• _What is expected_:
Where the string "built" shows up in a line of the records, copy that line.

• _Saved data entries_:
---
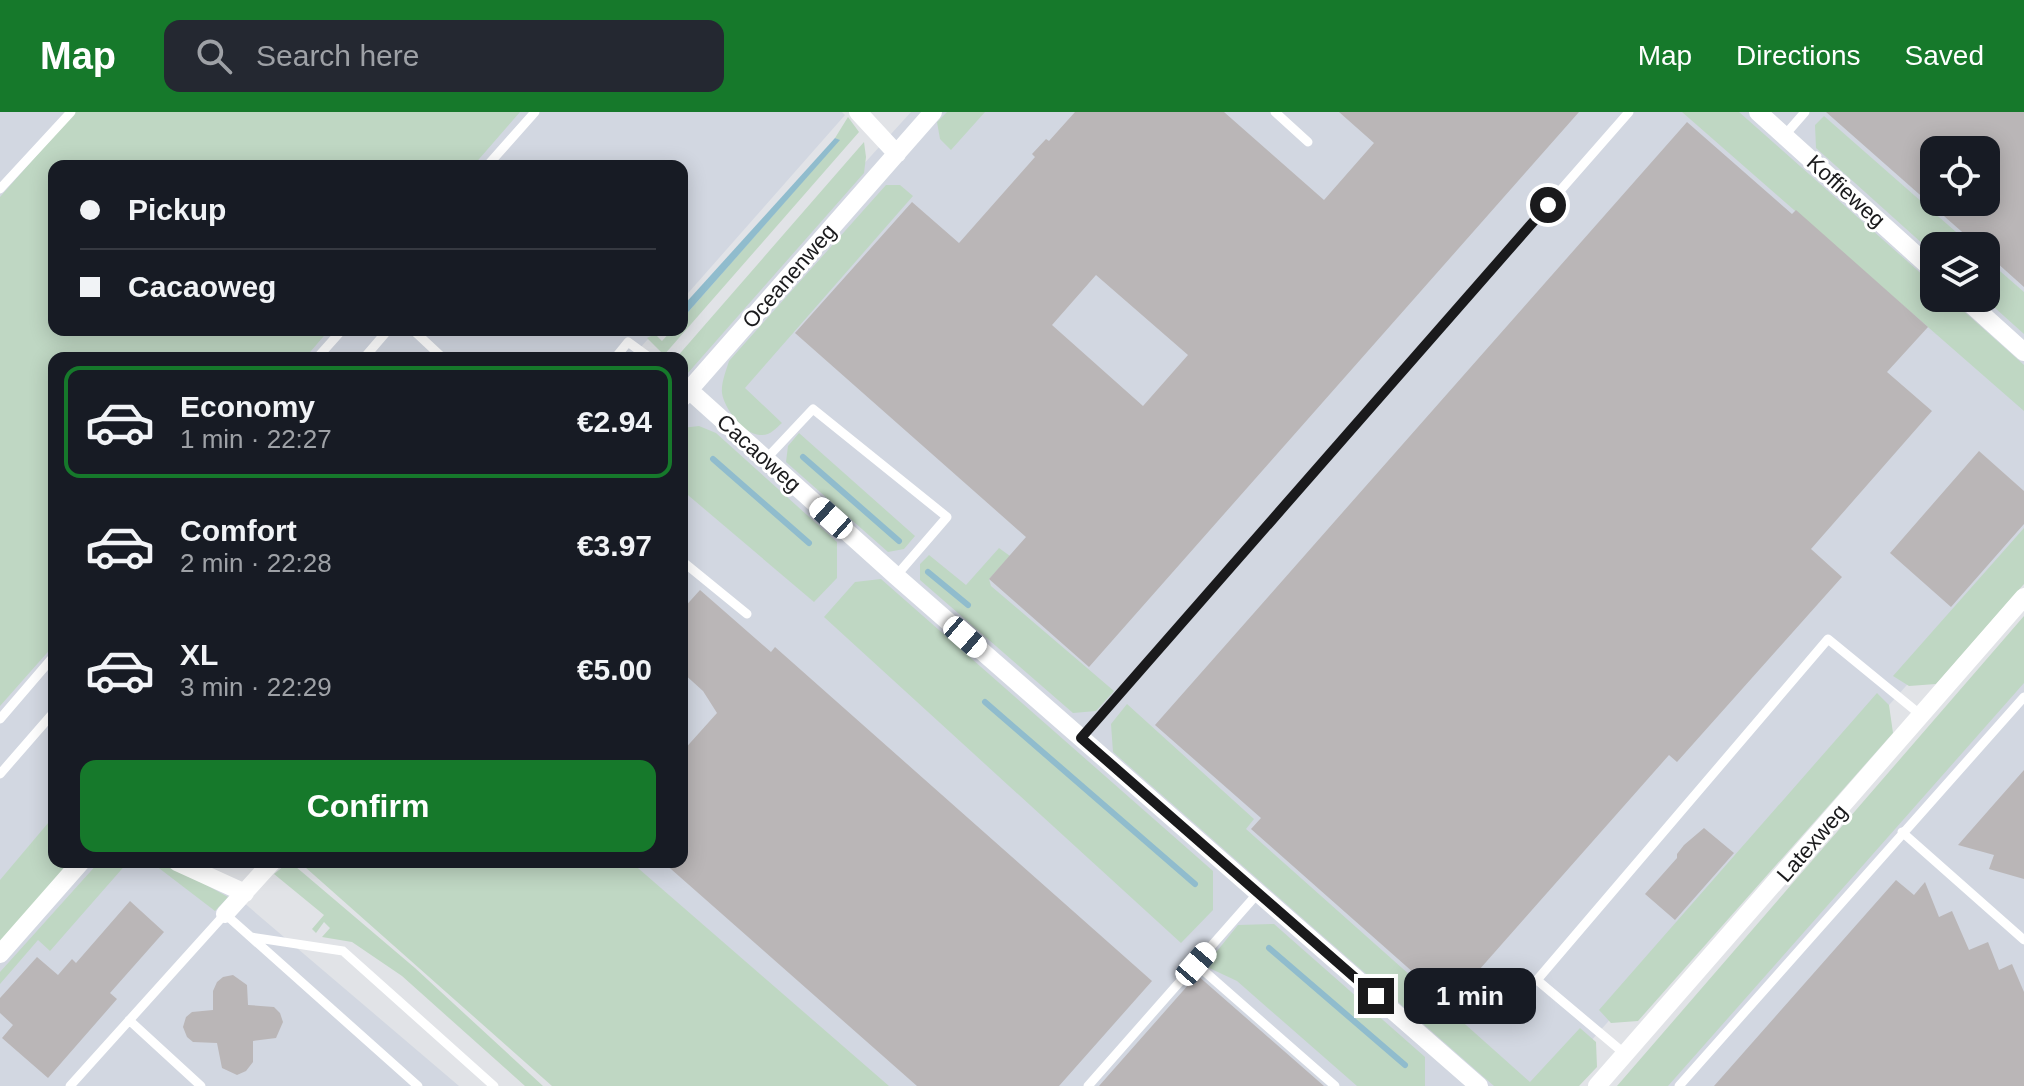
<!DOCTYPE html>
<html lang="en">
<head>
<meta charset="utf-8">
<style>
  body { margin:0; font-family:Helvetica,sans-serif; background:#242831; color:#f1f3f6; height:100vh; display:flex; flex-direction:column; font-size:30px; white-space:nowrap }
  * { box-sizing:border-box; margin:0 }
  p { font-size:26px; color:#9ea1a6 }
  .icon { flex:none; width:44px; height:44px; fill:none; stroke:currentColor; stroke-width:2; stroke-linecap:round; stroke-linejoin:round }
  .map { position:relative; flex:1; overflow:hidden }
  .panel { position:absolute; left:48px; top:240px; width:640px; height:516px; display:flex; flex-direction:column; background:#171b24; border-radius:16px; box-shadow:0 4px 20px #0003 }
  .panel>* { flex:none }
  .guide { position:absolute; left:48px; top:48px; width:640px; height:176px; border-radius:16px; box-shadow:0 4px 20px #0003; display:grid; align-content:center; height:176px; padding:0 32px; background:#171b24 }
  .controls { position:absolute; left:1920px; top:24px; display:grid; gap:16px }
  .controls a { display:grid; place-items:center; width:80px; height:80px; border-radius:16px; background:#171b24; box-shadow:0 4px 20px #0003; font-size:40px }
  .end { position:absolute; width:36px; height:36px; margin:-18px; border:10px solid #1a1a1c; background:#fff; box-shadow:0 0 0 4px #fff }
  .from { border-radius:50% }
  .bubble { position:absolute; height:56px; border-radius:16px; background:#171b24; box-shadow:0 4px 20px #0003; font-size:26px; font-weight:700; line-height:56px; text-align:center }
  .car { position:absolute; width:24px; height:48px; margin:-24px -12px; border-radius:10px; box-shadow:0 0 6px 2px #0007; background:linear-gradient(#fff 24%,#345 0 40%,#fff 0 76%,#345 0 86%,#fff 0) }
  .guide b { display:flex; align-items:center; gap:28px; height:76px; font-size:30px }
  .guide b+b { border-top:2px solid #363941 }
  .guide i { width:20px; height:20px; background:#f1f3f6 }
  ul { padding:14px 0 0; list-style:none }
  li { display:flex; align-items:center; gap:24px; height:112px; margin:0 16px 12px; padding:0 16px; border:4px solid transparent; border-radius:16px }
  li div { flex:1 }
  li b { display:block; font-size:30px }
  li em { font-style:normal; font-weight:700 }
  li.active { border-color:#16792b }
  li>.icon { width:72px; height:72px; stroke-width:1.5 }
  .cta { display:flex; gap:16px; margin-top:auto; padding:16px 32px }
  .cta a { flex:1; height:92px; border-radius:16px; background:#16792b; color:#fff; font-size:32px; font-weight:700; line-height:92px; text-align:center }
  header { display:flex; align-items:center; gap:48px; box-sizing:border-box; height:112px; padding:0 40px; background:#16792b; color:#fff }
  header strong { font-size:38px }
  nav { display:flex; gap:44px; margin-inline-start:auto; font-size:28px }
  .search { width:560px; height:72px; background:#242831; display:flex; align-items:center; gap:20px; box-sizing:border-box; padding:0 28px; border-radius:16px; color:#9ea1a6; font-size:30px }
  .map>svg:first-child { display:block }
  .built { fill:#d2d7e1; fill-rule:evenodd }
  .green { fill:#bfd7c3 }
  .water { fill:#90bccd }
  .lines { fill:none; stroke-linecap:round; stroke-linejoin:round }
  .stream { stroke:#90bccd; stroke-width:6 }
  .building { fill:#bab6b7; fill-rule:evenodd }
  .lane { stroke:#fff; stroke-width:9 }
  .street { stroke:#fff; stroke-width:18 }
  .route { stroke:#1a1a1c; stroke-width:10 }
  .labels { text-anchor:middle; dominant-baseline:central; stroke-width:6; stroke-linejoin:round; paint-order:stroke }
  .street-label { font-size:22px; fill:#1a1a1c; stroke:#fff }
</style>
</head>
<body>
<header>
<strong>Map</strong>
<div class="search"><svg class="icon" aria-label="search" viewBox="0 0 24 24"><circle cx="10" cy="10" r="6"/><path d="M15 15l6 6"/></svg>Search here</div>
<nav><a>Map</a><a>Directions</a><a>Saved</a></nav>
</header>
<div class="map">
<svg width="2024" height="974" viewBox="0 0 2024 974">
  <rect width="100%" height="100%" fill="#e1e3e7"/>
  <path class="built" d="M0,0H842L845,3L682,188V54H54V218H656L631,246H54V750L0,812Z
    M911,0H2024V441L1551,974H888L630,750H682V252ZM1934,38H1986V90H1934ZM1934,134H1986V186H1934Z
    M2024,540V974H1629Z
    M69,750H196L459,974H0V829Z"/>
  <path class="green" d="M75,0H520L473,54H54V218H329L305,246H54V533L0,594V85Z
    M947,0H985L951,38L940,27L937,10Z
    M1682,0H1739L1934,173V186H1949L2024,253V299Z
    M1824,4L1972,134H1934V142L1816,36L1815,13Z
    M848,5L859,20L664,243L647,226L662,218L657,224L662,229L672,218H682V207L839,28L835,26Z
    M864,30L866,45L864,61L687,262L682,258V246H676Z
    M886,73H900L913,84L745,276L782,311C775,317 770,324 760,323C743,322 724,296 722,281C721,271 726,259 729,249Z
    M1986,147L2024,180V222L1984,186H1986Z
    M699,314L716,321L837,430V466L814,490L682,378V316Z
    M799,321L915,424L904,437L888,440L786,350L788,334Z
    M2024,416V472L1936,572L1909,574L1893,564Z
    M999,436L1010,444L989,467L991,474L1114,579L1096,599L1073,601L920,468V452L929,443L966,473Z
    M881,467L1213,759V798L1181,831L824,505L855,470Z
    M2024,504V571L1668,974H1617Z
    M1877,581L1889,593L1893,621L1638,909L1611,911L1599,898Z
    M1127,592L1254,707L1246,717L1530,970L1580,916L1596,930L1597,955L1579,974H1494L1113,640L1111,612Z
    M54,704V750H77L0,838V768Z
    M99,750H128L50,839L38,828L0,872V860Z
    M151,750H164L228,785L215,799Z
    M306,750H631L889,974H552L305,755Z
    M284,754L296,755L302,760L415,856L543,974H525L402,864L352,830L322,825L330,816L324,810L316,821L312,817L324,803L274,762Z
    M1274,812L1425,945V974H1357L1237,869L1205,854L1238,813Z"/>
  <path class="water" d="M835,26L840,28L682,207V195Z"/>
  <g class="lines">
    <path class="stream" d="M803,345L899,429
      M713,347L809,431
      M928,460L968,493
      M985,590L1195,772
      M1269,836L1405,953"/>
  </g>
  <path class="building" d="M1075,0H1224L1324,88L1374,31L1339,0H1579L1089,555L989,467L1026,425L795,221L912,90L959,131L1035,45L1032,42L1046,27L1049,29ZM1096,163L1188,243L1143,294L1052,213Z
    M1826,0H2024V175L1986,141V134H1978ZM1934,38H1986V90H1934Z
    M1687,10L1792,102L1796,98L1928,215L1887,260L1932,299L1811,437L1842,465L1677,650L1669,643L1449,892L1251,717L1261,706L1155,613Z
    M1979,339L2024,379V412L1951,495L1890,441Z
    M700,478L771,540L775,535L1152,869L1059,974H917L663,750H682V640L717,601L703,579L682,560V498Z
    M2024,658V767L1989,757L1994,743L1958,733Z
    M1704,716L1734,741L1675,808L1645,782L1677,746V742L1684,733Z
    M1896,768L1914,783L1925,770L1939,805L1952,799L1969,838L1988,830L1999,858L2012,852L2024,880V974H1714Z
    M130,789L164,820L110,881L117,887L48,966L2,926L13,913L0,901V886L37,845L58,863L72,847L76,851Z
    M233,863L247,873L248,893L274,895L280,901L283,910L276,926L253,929V950L246,959L237,963L222,956L217,931L193,930L187,925L183,915L186,905L192,900L213,898V879L217,870L223,865Z
    M1197,863L1308,960L1324,974H1099Z"/>
  <g class="lines">
    <path class="lane" d="M1275,0L1308,30
      M1784,24L1805,0
      M487,54L535,0
      M0,77L71,0
      M413,218L443,246
      M317,246L342,218
      M364,246L388,218
      M615,246L628,230L650,246
      M766,347L813,297L947,405L896,464
      M682,449L747,502
      M0,607L54,544
      M1081,626L1629,0
      M0,662L54,600
      M1902,720L2024,828
      M251,825L343,839L494,974
      M1196,852L1335,974
      M129,908L201,974
      M1625,942L1537,868L1828,527L1922,604
      M70,974L225,802L418,974
      M1088,974L1258,781
      M1679,974L2024,585"/>
    <path class="street" d="M858,0L897,42
      M1758,0L1934,159
      M1964,186L2024,240
      M689,278L896,464L1479,974
      M682,286L933,0
      M177,750L245,781
      M225,802L272,750
      M0,842L81,750
      M1597,974L2024,485"/>
  </g>
  <g class="lines">
    <path class="route" d="M1376,884L1081,626L1548,93"/>
  </g>
  <g class="labels">
    <g class="street-label">
      <text transform="translate(1846 79) rotate(42)">Koffieweg</text>
      <text transform="translate(789 164) rotate(-49)">Oceanenweg</text>
      <text transform="translate(759 341) rotate(42)">Cacaoweg</text>
      <text transform="translate(1812 731) rotate(-49)">Latexweg</text>
    </g>
  </g>
</svg>
<div class="controls">
<a><svg class="icon" aria-label="locate" viewBox="0 0 24 24"><circle cx="12" cy="12" r="6"/><path d="M12 2v4M12 18v4M2 12h4M18 12h4"/></svg></a>
<a><svg class="icon" aria-label="layers" viewBox="0 0 24 24"><path d="M12 4l9 5-9 5-9-5zM3 14l9 5 9-5"/></svg></a>
</div>
<i class="end from" style="left:1548px;top:93px"></i>
<i class="end" style="left:1376px;top:884px"></i>
<div class="bubble" style="left:1404px;top:856px;width:132px">1 min</div>
<i class="car" style="left:831px;top:406px;rotate:312deg"></i>
<i class="car" style="left:965px;top:525px;rotate:131deg"></i>
<i class="car" style="left:1196px;top:852px;rotate:41deg"></i>
<div class="guide">
<b><i class="from"></i>Pickup</b>
<b><i></i>Cacaoweg</b>
</div>
<section class="panel">
<ul>
<li class="active"><svg class="icon" aria-label="car" viewBox="0 0 24 24"><path d="M5 17H2v-5l4-1 3-4h7l3 4 3 1v5h-3M9 17h6M6 11h13"/><circle cx="7" cy="17" r="2"/><circle cx="17" cy="17" r="2"/></svg><div><b>Economy</b><p>1 min · 22:27</p></div><em>€2.94</em></li>
<li><svg class="icon" aria-label="car" viewBox="0 0 24 24"><path d="M5 17H2v-5l4-1 3-4h7l3 4 3 1v5h-3M9 17h6M6 11h13"/><circle cx="7" cy="17" r="2"/><circle cx="17" cy="17" r="2"/></svg><div><b>Comfort</b><p>2 min · 22:28</p></div><em>€3.97</em></li>
<li><svg class="icon" aria-label="car" viewBox="0 0 24 24"><path d="M5 17H2v-5l4-1 3-4h7l3 4 3 1v5h-3M9 17h6M6 11h13"/><circle cx="7" cy="17" r="2"/><circle cx="17" cy="17" r="2"/></svg><div><b>XL</b><p>3 min · 22:29</p></div><em>€5.00</em></li>
</ul>
<div class="cta"><a>Confirm</a></div>
</section>
</div>
</body>
</html>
---
• _Solution for this problem_:
  .built { fill:#d2d7e1; fill-rule:evenodd }
  <path class="built" d="M0,0H842L845,3L682,188V54H54V218H656L631,246H54V750L0,812Z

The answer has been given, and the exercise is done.